Benchmarking o1 on Advent of Code 2024
1. Main Aim of the Evaluation
The primary goal of this evaluation is to assess how o1 performs compared to GPT-4-turbo in solving Advent of Code (AoC) challenges, focusing on two key metrics:
- Accuracy: How often the model successfully solves problems on the first attempt.
- Peak Performance: How well the model handles the hardest challenges, including whether it can solve problems after iterative refinement.
For context, my evaluation of GPT-4-turbo in 2023 followed a similar approach. Frequently, I needed to use different prompt strategies like Chain of Thought (CoT) or switch the programming language from Golang to Python or JavaScript to achieve success. The prompt I used for each challenge with o1 was:
Write a Golang program that solves the following coding challenge. The program should read the input from input.txt and print the answer to the console.<CHALLENGE DESCRIPTION>
In this 2024 evaluation, o1 has not been trained on the actual AoC 2024 tasks. However, AoC problems share a high degree of similarity across years, so it is reasonable to assume that the model has been trained on analogous problems.
All evaluations were conducted using Golang, emphasizing both correctness and performance of solutions. All Golang solutions from o1 for 2024 are available in my Hugging Face dataset here. I have also written an article discussing this dataset, which you can read here.
2. Progress Update: Days 1-15
As of writing, I have evaluated o1 on all tasks up to Day 15. Here are the key results:
- Days 1-10 (all parts): Single-shot success.
- Day 11, Part 2: Solved after a few iterations.
- Day 12, Day 14, and Day 15, Part 2: The model failed to solve these even with iterative prompting and a few tries from the beginning including one asking to do it in Python.

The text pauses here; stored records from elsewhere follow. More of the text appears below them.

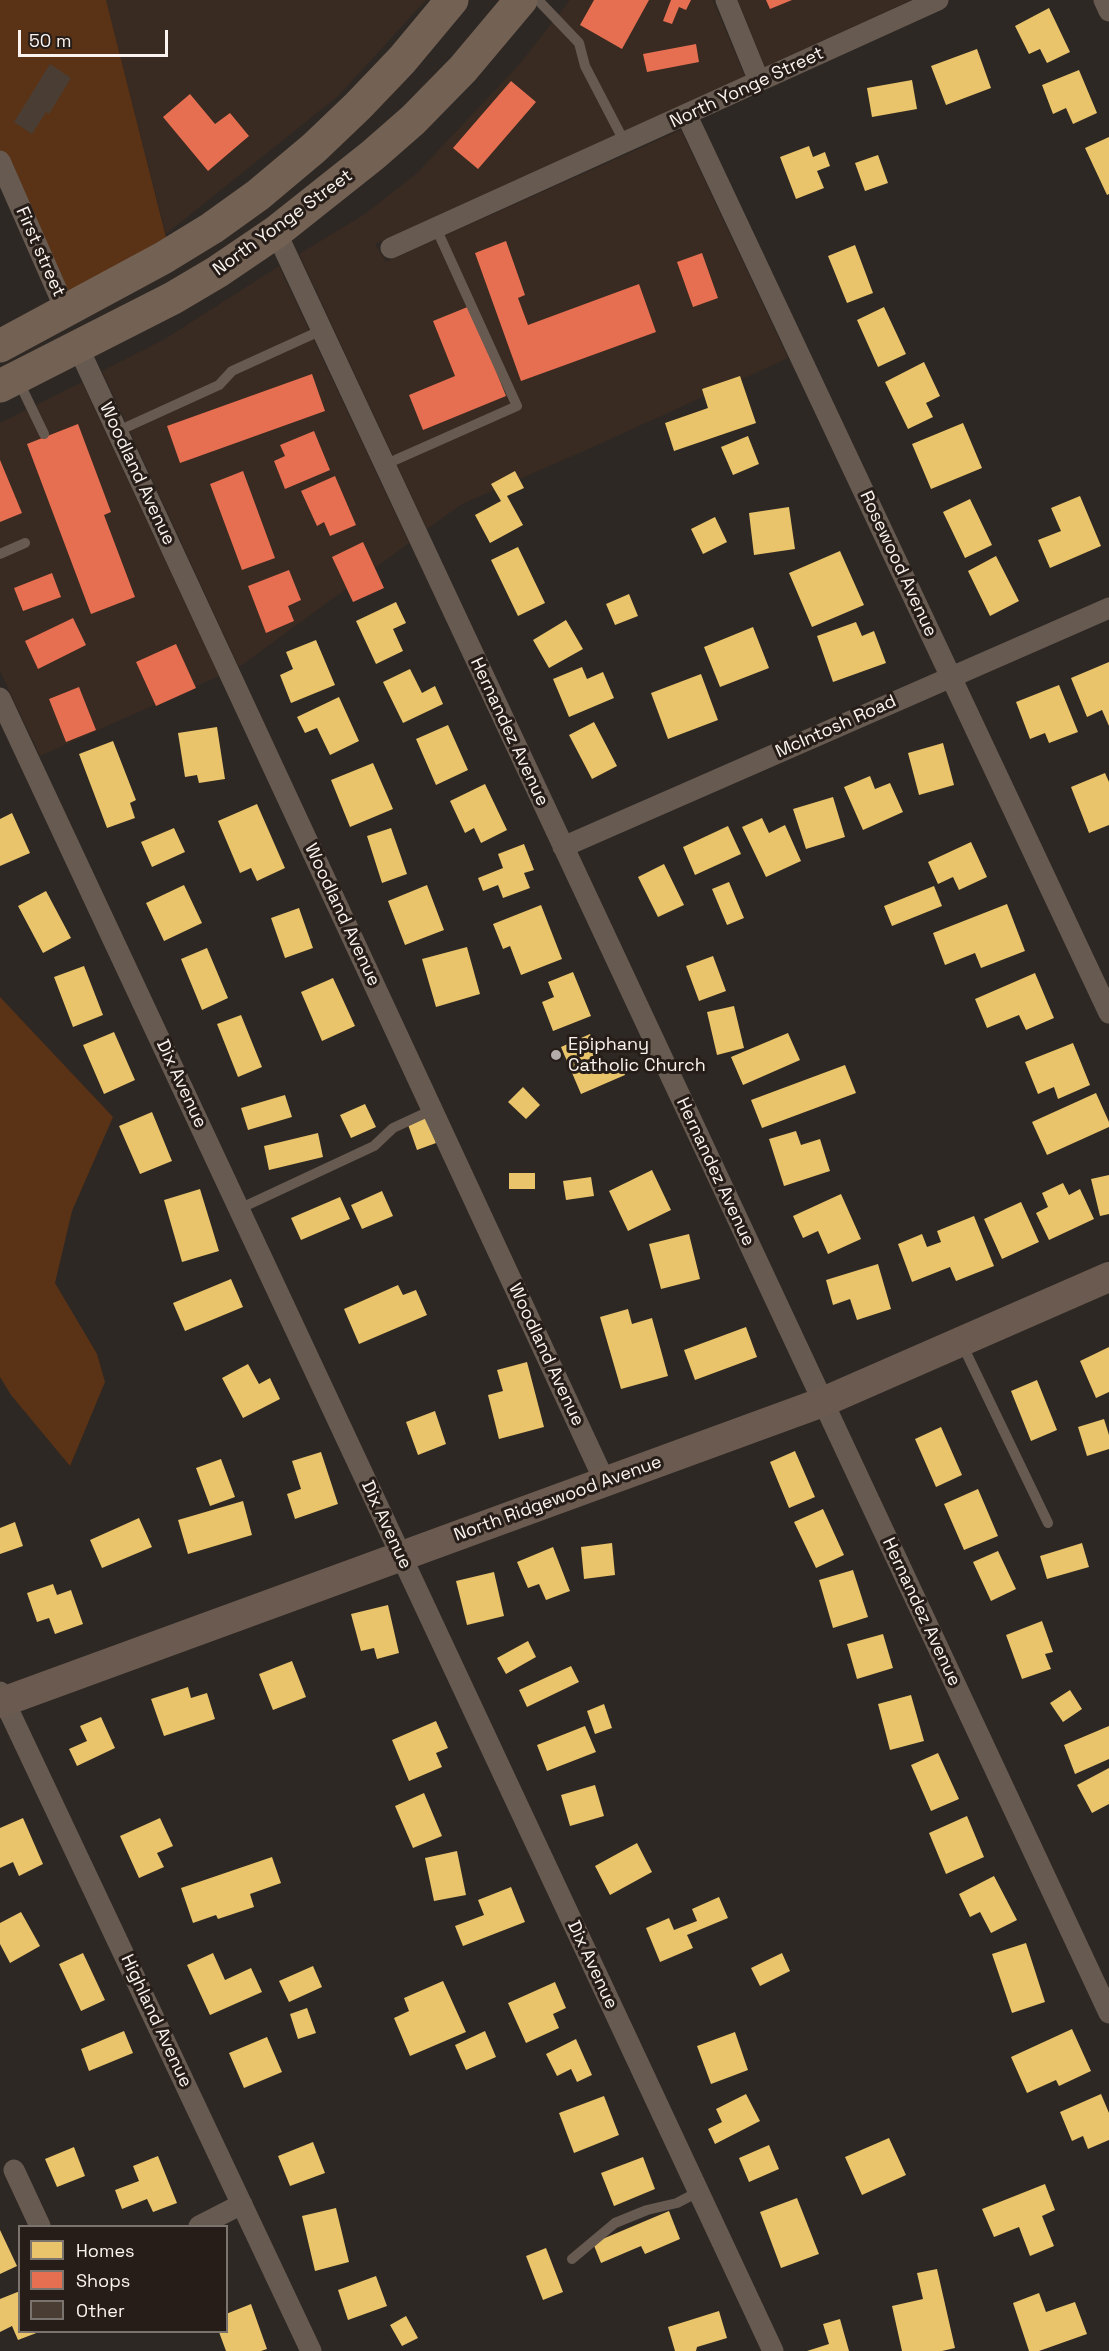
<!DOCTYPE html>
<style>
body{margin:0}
#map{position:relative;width:1109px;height:2351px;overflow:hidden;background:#2e2824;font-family:"Space Grotesk",sans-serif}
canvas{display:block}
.legend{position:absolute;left:18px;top:2225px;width:210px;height:108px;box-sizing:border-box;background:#271d18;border:2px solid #7b736e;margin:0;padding:8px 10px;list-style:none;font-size:18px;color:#faf3ef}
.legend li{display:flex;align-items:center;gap:12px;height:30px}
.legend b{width:30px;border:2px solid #7b736e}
.scale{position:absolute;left:18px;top:30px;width:150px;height:27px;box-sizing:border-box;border:3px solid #faf3ef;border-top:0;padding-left:8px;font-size:18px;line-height:21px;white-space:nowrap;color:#faf3ef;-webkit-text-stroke:4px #271d18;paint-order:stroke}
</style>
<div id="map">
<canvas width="1109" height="2351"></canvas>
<ul class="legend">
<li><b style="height:16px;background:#e9c46a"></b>Homes</li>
<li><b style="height:16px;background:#e76f51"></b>Shops</li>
<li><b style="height:16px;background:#4a3e34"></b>Other</li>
</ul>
<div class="scale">50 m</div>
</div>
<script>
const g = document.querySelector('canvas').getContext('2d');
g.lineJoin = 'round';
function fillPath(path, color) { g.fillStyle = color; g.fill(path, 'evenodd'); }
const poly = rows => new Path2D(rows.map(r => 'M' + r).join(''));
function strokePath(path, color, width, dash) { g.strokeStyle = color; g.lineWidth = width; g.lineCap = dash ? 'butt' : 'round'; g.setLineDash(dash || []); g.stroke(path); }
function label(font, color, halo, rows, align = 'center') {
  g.font = font + ' "Space Grotesk",sans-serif'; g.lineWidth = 6; g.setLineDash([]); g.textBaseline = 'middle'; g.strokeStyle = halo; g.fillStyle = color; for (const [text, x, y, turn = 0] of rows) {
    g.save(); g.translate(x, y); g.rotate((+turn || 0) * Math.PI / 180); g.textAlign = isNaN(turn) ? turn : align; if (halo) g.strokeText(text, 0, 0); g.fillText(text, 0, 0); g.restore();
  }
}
const built = poly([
 [106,0,426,0,338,96,166,234],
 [570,0,713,0,745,77,375,244,386,262,681,130,788,358,593,447,462,504,427,529,299,254,365,214,417,173,518,66],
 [738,0,911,0,765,67],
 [279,266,409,543,239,667,102,371,165,339],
 [82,382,219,676,40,756,0,671,0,423]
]);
const green = poly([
 [0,0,106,0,166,237,62,301,0,160],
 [0,997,113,1117,72,1211,55,1283,97,1354,105,1382,70,1466,11,1395,0,1377]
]);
const homes = poly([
 [1049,8,1070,52,1047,63,1040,49,1029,54,1015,26],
 [977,49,991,88,946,105,931,66],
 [1079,70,1097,113,1073,124,1066,108,1053,114,1042,85],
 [912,80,917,109,872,117,867,88],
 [1109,137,1109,194,1107,195,1085,148],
 [809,146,813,157,825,152,830,166,817,171,824,188,796,199,780,157],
 [878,155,888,183,865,191,855,163],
 [855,245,873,293,847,303,828,256],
 [884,307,906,354,878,367,857,320],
 [924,362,940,396,926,403,933,417,908,429,885,382],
 [740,376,756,423,674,451,665,423,708,408,702,389],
 [963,423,982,468,931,489,912,444],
 [748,436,759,464,733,475,721,447],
 [515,471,524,488,507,496,523,525,490,543,475,515,501,501,491,484],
 [1080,496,1101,546,1050,568,1038,540,1061,531,1051,508],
 [970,499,992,545,965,558,943,512],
 [789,507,795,549,754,555,749,513],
 [715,517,727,542,703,554,691,529],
 [518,547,545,603,518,616,491,560],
 [840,551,864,605,812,627,789,573],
 [996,556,1019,601,990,616,968,571],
 [629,594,638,616,615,625,606,604],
 [396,602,406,623,393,629,403,651,376,664,356,621],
 [566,620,583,649,549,668,533,640],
 [856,622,862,636,874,631,886,663,833,682,817,636],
 [753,627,769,668,720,687,704,647],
 [316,640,335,685,291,703,280,675,293,669,286,652],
 [1109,662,1109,726,1102,710,1087,717,1071,678],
 [582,667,587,679,603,672,614,698,569,717,553,679],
 [410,669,422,693,435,686,443,704,403,723,383,682],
 [701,674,718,720,668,739,651,693],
 [1059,685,1078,732,1049,743,1045,733,1030,739,1016,702],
 [339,697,359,741,330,755,317,728,305,733,297,717],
 [594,722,617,766,592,779,569,735],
 [448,725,468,770,436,785,416,739],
 [217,727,225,779,199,783,197,775,185,777,178,733],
 [113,741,136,800,130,803,135,818,107,828,79,754],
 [943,743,954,785,919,795,908,753],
 [373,763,393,809,350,827,331,780],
 [1105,773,1109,782,1109,825,1089,833,1071,787],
 [870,776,875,789,890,783,903,812,863,830,844,787],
 [485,784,507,830,481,843,474,828,465,833,450,801],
 [833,797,845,837,806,849,793,809],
 [257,804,285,868,257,881,251,868,240,873,218,821],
 [12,813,30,853,0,866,0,819],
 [762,818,769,833,785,825,801,861,766,877,742,827],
 [728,826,741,854,695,875,683,847],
 [174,828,185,852,152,867,141,842],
 [391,828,407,874,382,883,367,836],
 [971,842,987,877,959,890,953,877,938,884,928,862],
 [524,844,534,870,524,873,530,888,503,898,498,885,483,891,478,878,503,868,498,854],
 [664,864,684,905,658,917,638,877],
 [729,882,744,918,727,925,712,889],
 [184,885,202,923,164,941,146,903],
 [427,885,444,930,405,945,388,901],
 [934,886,942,906,892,926,884,906],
 [46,891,71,938,43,953,18,906],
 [1007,904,1025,951,981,968,975,953,945,965,933,933],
 [541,905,562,959,521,975,510,946,503,949,493,924],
 [299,908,313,948,285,958,271,918],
 [467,947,480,994,436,1007,422,959],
 [207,948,228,998,202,1010,181,959],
 [713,956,726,991,699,1001,686,966],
 [84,966,103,1015,73,1027,54,977],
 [573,972,591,1016,553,1031,542,1002,554,997,548,982],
 [1035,973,1054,1018,1026,1030,1019,1015,987,1028,975,999],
 [333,978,355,1026,322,1041,301,992],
 [734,1006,744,1048,717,1055,707,1012],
 [241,1015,262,1067,238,1077,217,1024],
 [114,1032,135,1080,104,1094,83,1045],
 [788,1033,800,1060,743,1085,731,1057],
 [590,1034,604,1067,619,1061,625,1075,581,1094,561,1047],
 [1073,1043,1090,1085,1058,1099,1054,1087,1038,1094,1025,1062],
 [845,1065,856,1093,762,1128,751,1100],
 [523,1087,540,1105,526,1119,508,1102],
 [1096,1093,1109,1122,1109,1127,1047,1155,1032,1122],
 [285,1095,292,1117,248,1130,241,1108],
 [365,1104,376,1127,351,1138,340,1115],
 [152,1112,172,1161,140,1174,119,1126],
 [425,1112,436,1143,417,1150,406,1119],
 [796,1131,801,1145,820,1139,830,1171,784,1186,769,1139],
 [318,1133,323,1157,269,1170,264,1146],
 [652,1170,671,1210,628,1231,609,1191],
 [509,1173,535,1173,535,1189,509,1189],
 [1109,1175,1109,1214,1100,1216,1091,1179],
 [591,1177,594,1196,566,1200,563,1181],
 [1063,1183,1069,1195,1080,1189,1094,1219,1049,1240,1036,1213,1048,1207,1042,1193],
 [200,1189,219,1251,182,1262,164,1200],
 [382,1191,393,1216,362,1229,351,1205],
 [841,1194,861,1239,828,1254,818,1231,803,1238,793,1216],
 [340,1197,350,1219,301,1240,291,1218],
 [1021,1202,1039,1242,1002,1259,984,1219],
 [974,1216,994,1266,956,1281,950,1267,912,1282,898,1244,922,1234,927,1247,941,1242,937,1231],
 [689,1234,700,1279,661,1289,649,1244],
 [878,1264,891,1309,857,1320,850,1299,833,1305,826,1280],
 [231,1279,243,1307,185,1331,173,1303],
 [398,1285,403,1295,416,1290,427,1315,359,1344,344,1309],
 [628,1309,632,1324,652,1318,668,1376,621,1389,600,1317],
 [746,1327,757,1357,695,1380,684,1350],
 [1109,1347,1109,1392,1096,1398,1080,1361],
 [527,1362,544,1427,499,1439,488,1395,503,1391,497,1370],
 [248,1364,259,1384,270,1378,280,1399,243,1418,222,1378],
 [1037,1380,1057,1430,1031,1441,1011,1391],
 [435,1411,446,1444,418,1455,406,1422],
 [1104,1419,1109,1435,1109,1449,1087,1456,1078,1427],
 [941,1427,962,1475,936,1487,915,1439],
 [795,1451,815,1497,789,1508,770,1462],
 [321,1452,338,1504,295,1519,287,1494,301,1489,292,1461],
 [221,1459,235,1497,210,1506,196,1468],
 [978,1489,998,1536,964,1550,944,1504],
 [243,1501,252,1535,188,1554,178,1520],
 [823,1509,844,1555,816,1568,794,1522],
 [139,1518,152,1547,102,1568,90,1540],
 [15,1522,23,1546,0,1554,0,1528],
 [612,1543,615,1575,584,1579,581,1547],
 [1082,1543,1089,1567,1047,1579,1040,1556],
 [553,1547,570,1591,546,1600,539,1584,528,1588,517,1562],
 [998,1551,1016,1589,991,1601,973,1562],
 [853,1570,868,1617,833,1628,819,1580],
 [494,1572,504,1616,467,1625,456,1581],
 [53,1584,57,1595,71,1590,83,1624,55,1634,49,1618,37,1622,27,1593],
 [388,1605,399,1653,377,1659,374,1648,361,1651,351,1614],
 [1042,1621,1053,1652,1045,1654,1051,1669,1022,1679,1006,1635],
 [883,1634,893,1668,857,1679,847,1644],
 [528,1641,536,1657,506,1674,497,1658],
 [292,1661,306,1697,273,1710,259,1674],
 [571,1666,579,1682,527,1707,519,1690],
 [188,1687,191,1698,207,1693,215,1719,164,1736,151,1699],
 [1070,1690,1082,1709,1063,1722,1050,1703],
 [911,1695,924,1741,890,1750,878,1704],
 [604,1704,612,1728,595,1734,587,1711],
 [101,1717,115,1748,77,1766,69,1749,87,1741,80,1726],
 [436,1721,448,1748,436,1753,442,1767,409,1781,392,1740],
 [585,1726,596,1752,547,1771,537,1745],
 [1109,1726,1109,1759,1075,1774,1064,1745],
 [938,1753,959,1799,931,1811,911,1765],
 [1109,1768,1109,1804,1092,1813,1077,1785],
 [595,1785,604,1816,570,1826,561,1795],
 [424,1793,442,1836,413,1848,395,1806],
 [967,1816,984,1857,946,1874,929,1833],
 [23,1818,43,1864,19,1876,13,1862,0,1868,0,1828],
 [160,1818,173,1846,157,1853,164,1867,139,1878,120,1836],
 [637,1843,652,1872,610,1895,595,1866],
 [457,1851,466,1895,434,1901,425,1858],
 [272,1857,281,1883,250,1894,254,1907,218,1919,216,1915,193,1923,181,1888],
 [994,1876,1017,1920,991,1933,980,1912,970,1917,959,1894],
 [511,1887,525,1922,463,1946,455,1926,484,1915,478,1900],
 [719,1897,728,1918,687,1935,693,1948,660,1962,646,1928,669,1918,674,1930,697,1921,692,1909],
 [21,1912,40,1946,10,1963,0,1944,0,1923],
 [1026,1943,1045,2002,1012,2013,992,1954],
 [83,1953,105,2000,81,2011,59,1964],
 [213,1953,225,1980,251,1968,262,1992,210,2015,187,1965],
 [782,1953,790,1971,760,1986,751,1968],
 [313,1966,322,1987,289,2002,279,1981],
 [443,1981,466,2032,410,2056,394,2018,409,2011,404,1998],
 [555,1982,566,2008,553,2014,559,2028,526,2043,508,2003],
 [307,2008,316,2033,298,2039,290,2014],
 [1072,2029,1091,2071,1059,2086,1056,2080,1027,2093,1011,2057],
 [124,2031,133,2053,89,2071,81,2049],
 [485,2031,496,2057,466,2070,455,2045],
 [735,2032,748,2070,711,2084,697,2046],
 [267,2037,282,2072,244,2088,229,2053],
 [576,2039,592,2075,577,2082,571,2069,557,2076,546,2054],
 [746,2094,760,2121,715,2144,708,2129,722,2122,716,2109],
 [1101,2094,1109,2113,1109,2140,1088,2149,1083,2136,1072,2141,1060,2112],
 [604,2096,619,2135,574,2153,559,2113],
 [889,2138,906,2175,862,2195,845,2157],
 [313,2142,325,2173,290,2186,278,2156],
 [769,2145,779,2169,749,2182,739,2158],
 [74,2147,85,2176,57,2187,45,2159],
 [158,2156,177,2203,153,2212,147,2199,122,2209,115,2190,139,2181,133,2166],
 [643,2157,655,2189,614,2206,601,2173],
 [1045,2184,1055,2210,1042,2216,1054,2246,1030,2256,1019,2227,994,2237,982,2209],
 [797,2198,819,2254,781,2268,760,2212],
 [336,2208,349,2262,315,2271,302,2216],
 [669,2211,680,2239,645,2254,641,2246,601,2263,593,2243],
 [0,2230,17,2266,0,2274],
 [546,2248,563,2292,543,2300,526,2256],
 [937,2269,955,2348,942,2351,902,2351,892,2306,923,2299,917,2273],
 [376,2276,387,2306,348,2320,338,2290],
 [20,2291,20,2332,39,2332,18,2340,12,2326,0,2332,0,2299],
 [1039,2293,1046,2312,1075,2302,1087,2334,1039,2351,1029,2351,1013,2303],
 [251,2304,267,2349,261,2351,226,2351,219,2332,226,2332,226,2314],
 [719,2311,727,2338,697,2347,696,2351,675,2351,668,2327],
 [406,2316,418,2338,402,2346,390,2325],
 [840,2319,849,2351,807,2351,829,2344,823,2324]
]);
const shops = poly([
 [594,0,649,0,622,49,580,25],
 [671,0,691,0,686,10,679,7,672,24,663,21],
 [766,0,792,0,770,9],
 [696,44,699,62,647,72,643,54],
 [511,81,536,102,478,169,453,148],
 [190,94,215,124,230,113,249,136,208,171,163,117],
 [506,241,525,295,518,298,528,325,639,284,656,332,521,381,475,253],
 [702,253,718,298,693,307,677,262],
 [470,306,506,396,423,430,409,395,455,376,433,321],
 [312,374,325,411,180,463,167,426],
 [78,424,111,512,104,515,135,597,91,614,27,444],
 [314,431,330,470,285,489,274,461,285,456,280,445],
 [0,460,22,513,0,522],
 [243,471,275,558,242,570,210,484],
 [335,476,356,525,330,536,324,522,317,526,301,491],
 [363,542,384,588,353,602,332,557],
 [289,570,301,600,288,606,294,621,266,633,248,586],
 [52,573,61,597,23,611,14,588],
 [73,618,86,645,38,669,25,641],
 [176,644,196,688,156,706,136,662],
 [79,687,96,730,66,742,49,699]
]);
const building = poly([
 [50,64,71,78,49,114,46,112,32,134,14,122]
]);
const lane = poly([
 [538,0,579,43,585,66,625,143],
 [18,380,44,434],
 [118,431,219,385,232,371,322,330],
 [384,465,517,406,436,228],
 [0,554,25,543],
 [239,1209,374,1146,393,1128,432,1110],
 [961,1342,1048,1523],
 [572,2259,615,2223,647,2210,677,2203,698,2192]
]);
const street = poly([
 [726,0,759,81],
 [1104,0,1109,11],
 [687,116,1109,1013],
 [0,161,66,311],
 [276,232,1109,2013],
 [391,248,938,0],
 [78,347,605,1482],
 [0,698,773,2351],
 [563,847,1109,608],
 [0,1692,311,2351],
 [14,2170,40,2226],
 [199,2226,242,2204]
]);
const secondary = poly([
 [0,1703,823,1402,1109,1277]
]);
const primary = poly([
 [0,346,163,258,212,228,258,195,314,148,358,106,402,60,452,0],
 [0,386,173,298,217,272,276,232,373,155,413,120,463,69,521,0]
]);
const markers = [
 [556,1055,6,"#b3aca8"]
];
const streetNames = [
 ["North Yonge Street",747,88,-25],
 ["North Yonge Street",283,223,-36],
 ["First street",40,252,66],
 ["Woodland Avenue",137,474,65],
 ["Rosewood Avenue",898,564,65],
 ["McIntosh Road",836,727,-24],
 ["Hernandez Avenue",509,732,65],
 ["Woodland Avenue",342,915,65],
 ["Dix Avenue",181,1084,65],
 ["Hernandez Avenue",715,1172,65],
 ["Woodland Avenue",546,1355,65],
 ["North Ridgewood Avenue",558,1499,-20],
 ["Dix Avenue",386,1525,65],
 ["Hernandez Avenue",921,1612,65],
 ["Dix Avenue",592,1965,65],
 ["Highland Avenue",156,2021,65]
];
const poiNames = [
 ["Epiphany",568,1045],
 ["Catholic Church",568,1066]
];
fillPath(built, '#392b22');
fillPath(green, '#5a3215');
fillPath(homes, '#e9c46a');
fillPath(shops, '#e76f51');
fillPath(building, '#4a3e34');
strokePath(lane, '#675a51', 10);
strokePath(street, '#675a51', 21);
strokePath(secondary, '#6a5a4f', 30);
strokePath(primary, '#736154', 33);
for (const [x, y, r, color] of markers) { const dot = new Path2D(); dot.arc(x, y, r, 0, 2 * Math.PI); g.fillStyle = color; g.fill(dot); strokePath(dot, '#271d18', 2); }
label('18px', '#faf3ef', '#271d18', streetNames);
label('18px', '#faf3ef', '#271d18', poiNames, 'left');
</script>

This gives o1 an approximate success rate of ~90% for tasks up to Day 15, with strong performance on easier tasks and slightly weaker results on more complex problems. The model sometimes struggles to transition from a simple solution that works well for fewer iterations in Part 1 to a more complex approach required for Part 2. Additionally, it often has difficulty handling trickier conditions.
领英推荐
3. Single-Shot Accuracy: A Clear Win for o1
When evaluated on single-shot accuracy, o1 significantly outperforms GPT-4-turbo. In a brief comparison with Claude 3.5 Sonnet, o1 also demonstrated far superior performance, especially from Day 5 onward. Even for earlier tasks, o1 consistently produced more efficient solutions—often 10x faster when benchmarked for execution time against Claude 3.5 Sonnet. In general, Claude 3.5 Sonnet was unable to solve some problems even in the first 10 days.
Based on my tests, o1 is the best-performing model for single-shot Advent of Code tasks that I have evaluated. While I have conducted limited testing with QwQ, another promising model, it still falls short of o1’s accuracy and code quality.
4. Peak Performance: Room for Improvement
Despite its exceptional single-shot accuracy, o1 does not appear to surpass GPT-4-turbo in peak performance. My 2023 tests revealed that GPT-4-turbo was 10-15% better than GPT-4 and successfully solved several challenges that GPT-4 could not, even after multiple iterative attempts and using different prompt strategies and programming languages (e.g., Python and JavaScript instead of Golang). Overall, GPT-4-turbo was able to solve around 85% of Advent of Code 2023 tasks. o1 struggles with similarly challenging tasks, much like GPT-4 did in my earlier evaluations.
Additionally, o1 struggles in scenarios where it has a simple working solution for Part 1 but is unable to adapt its approach for Part 2 when more iterations or a fundamentally different strategy are required. Even when asked to solve Part 2 without relying on Part 1’s solution, it fails to do so.
This suggests that while o1’s training techniques have yielded more reliable and efficient results, they have not significantly improved its ability to tackle the hardest problems.
5. Conclusions
- Reliability and Efficiency: o1 is substantially more reliable than GPT-4-turbo and Claude 3.5 Sonnet. Its solutions are often more efficient.
- Peak Performance: o1’s ability to tackle the hardest coding problems remains comparable to GPT-4-turbo, showing no major leap in capabilities.
Should you use o1 for coding? Absolutely. It likely codes better than you do.
Can o1 help you tackle problems you previously couldn’t solve? Unfortunately, no. While it excels at routine and moderately complex tasks, it does not yet represent a breakthrough in handling highly complex although well known problems. There is also no indication that it can handle anything complex and novel.